4. Pre-training Task 2: Next Sentence Prediction (NSP)

NSP trains BERT to understand relationships between sentences. Given two segments A and B, the model predicts whether B actually follows A in the original text (label: IsNext) or is a randomly sampled sentence (label: NotNext). The [CLS] token’s final hidden state is used for this binary classification.

BERT Pre-training Flow
flowchart LR
    A[Raw Text Corpus] --> B[Sentence Pairs]
    B --> C{50% Real Pairs\n50% Random}
    C -->|IsNext| D[Positive Examples]
    C -->|NotNext| E[Negative Examples]
    D --> F[Token + Segment IDs]
    E --> F
    F --> G[Apply 15% Masking]
    G --> H[BERT Encoder]
    H --> I["[CLS] -> NSP Loss"]
    H --> J["Masked Tokens -> MLM Loss"]
    I --> K[Total Loss = MLM + NSP]
    J --> K
                            
import tensorflow as tf
import numpy as np

def create_nsp_data(sentences, num_examples=100):
    """
    Generate Next Sentence Prediction training pairs.

    Args:
        sentences: list of sentence strings
        num_examples: number of training pairs to generate

    Returns:
        pairs: list of (sentence_a, sentence_b, is_next) tuples
    """
    pairs = []
    num_sentences = len(sentences)

    for _ in range(num_examples):
        idx_a = np.random.randint(0, num_sentences - 1)

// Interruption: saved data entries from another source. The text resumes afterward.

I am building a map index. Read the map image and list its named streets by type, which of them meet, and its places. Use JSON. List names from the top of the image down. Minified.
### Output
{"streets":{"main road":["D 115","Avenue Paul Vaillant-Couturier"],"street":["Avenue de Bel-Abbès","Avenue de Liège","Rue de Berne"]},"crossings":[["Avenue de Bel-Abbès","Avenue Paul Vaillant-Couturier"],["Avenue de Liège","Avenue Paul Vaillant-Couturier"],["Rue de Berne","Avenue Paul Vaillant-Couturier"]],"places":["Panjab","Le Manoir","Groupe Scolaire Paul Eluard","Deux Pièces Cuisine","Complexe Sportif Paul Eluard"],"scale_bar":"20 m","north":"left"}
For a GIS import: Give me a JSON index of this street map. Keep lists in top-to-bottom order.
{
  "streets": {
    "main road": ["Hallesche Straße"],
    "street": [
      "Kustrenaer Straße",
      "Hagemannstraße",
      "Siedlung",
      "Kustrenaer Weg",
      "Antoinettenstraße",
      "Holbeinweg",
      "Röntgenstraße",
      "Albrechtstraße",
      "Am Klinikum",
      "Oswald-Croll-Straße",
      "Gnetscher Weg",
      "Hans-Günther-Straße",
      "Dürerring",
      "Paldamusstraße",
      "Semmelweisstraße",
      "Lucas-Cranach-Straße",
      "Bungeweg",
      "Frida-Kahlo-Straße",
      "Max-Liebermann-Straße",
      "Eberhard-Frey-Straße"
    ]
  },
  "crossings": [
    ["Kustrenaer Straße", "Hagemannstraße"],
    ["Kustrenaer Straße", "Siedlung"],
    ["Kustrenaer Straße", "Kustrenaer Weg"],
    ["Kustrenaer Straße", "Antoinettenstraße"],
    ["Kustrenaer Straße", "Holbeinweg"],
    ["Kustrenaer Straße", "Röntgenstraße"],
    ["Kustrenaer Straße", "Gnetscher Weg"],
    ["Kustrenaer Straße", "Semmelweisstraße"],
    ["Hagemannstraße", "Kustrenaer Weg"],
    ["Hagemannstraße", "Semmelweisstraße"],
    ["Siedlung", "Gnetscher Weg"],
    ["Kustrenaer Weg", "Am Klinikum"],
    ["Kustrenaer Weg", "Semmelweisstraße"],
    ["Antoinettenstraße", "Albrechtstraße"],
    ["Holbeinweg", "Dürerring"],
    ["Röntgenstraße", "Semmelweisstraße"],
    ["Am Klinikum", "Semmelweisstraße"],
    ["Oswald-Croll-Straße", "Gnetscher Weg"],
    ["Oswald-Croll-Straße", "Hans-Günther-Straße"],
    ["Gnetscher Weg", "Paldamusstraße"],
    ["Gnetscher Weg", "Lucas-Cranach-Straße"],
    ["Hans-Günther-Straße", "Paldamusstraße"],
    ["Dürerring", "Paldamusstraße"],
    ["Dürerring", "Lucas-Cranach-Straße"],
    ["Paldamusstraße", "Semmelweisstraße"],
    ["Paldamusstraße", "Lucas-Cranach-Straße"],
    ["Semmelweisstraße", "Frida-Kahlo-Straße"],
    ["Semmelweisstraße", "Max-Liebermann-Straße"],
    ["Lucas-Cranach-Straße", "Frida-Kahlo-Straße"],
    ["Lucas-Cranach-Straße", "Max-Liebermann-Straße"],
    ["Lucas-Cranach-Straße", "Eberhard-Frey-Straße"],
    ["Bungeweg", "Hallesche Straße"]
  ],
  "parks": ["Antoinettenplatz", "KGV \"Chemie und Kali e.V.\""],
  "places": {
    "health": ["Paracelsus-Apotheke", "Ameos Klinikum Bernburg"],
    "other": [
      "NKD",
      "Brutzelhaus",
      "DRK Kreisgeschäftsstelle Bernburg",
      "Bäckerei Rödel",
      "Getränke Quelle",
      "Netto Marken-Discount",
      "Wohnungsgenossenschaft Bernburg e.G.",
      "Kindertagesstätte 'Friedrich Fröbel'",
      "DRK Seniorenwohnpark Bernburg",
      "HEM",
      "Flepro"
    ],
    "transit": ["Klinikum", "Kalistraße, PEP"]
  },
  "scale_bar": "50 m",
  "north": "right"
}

        if np.random.random() < 0.5:
            # 50% chance: B actually follows A
            idx_b = idx_a + 1
            is_next = 1
        else:
            # 50% chance: B is a random sentence
            idx_b = np.random.randint(0, num_sentences)
            while idx_b == idx_a + 1:
                idx_b = np.random.randint(0, num_sentences)
            is_next = 0

        pairs.append((sentences[idx_a], sentences[idx_b], is_next))

    return pairs

# Example corpus
corpus = [
    "The cat sat on the mat.",
    "It was a warm sunny day.",
    "Birds were singing in the trees.",
    "The dog chased the ball.",
    "Rain started to fall heavily.",
    "She opened her umbrella quickly.",
]

np.random.seed(42)
nsp_pairs = create_nsp_data(corpus, num_examples=6)

print("NSP Training Pairs:")
print("-" * 60)
for sent_a, sent_b, label in nsp_pairs:
    label_str = "IsNext" if label == 1 else "NotNext"
    print(f"A: {sent_a}")
    print(f"B: {sent_b}")
    print(f"Label: {label_str}")
    print()

NSP Classification Head

import tensorflow as tf

class NSPHead(tf.keras.layers.Layer):
    """Next Sentence Prediction classification head."""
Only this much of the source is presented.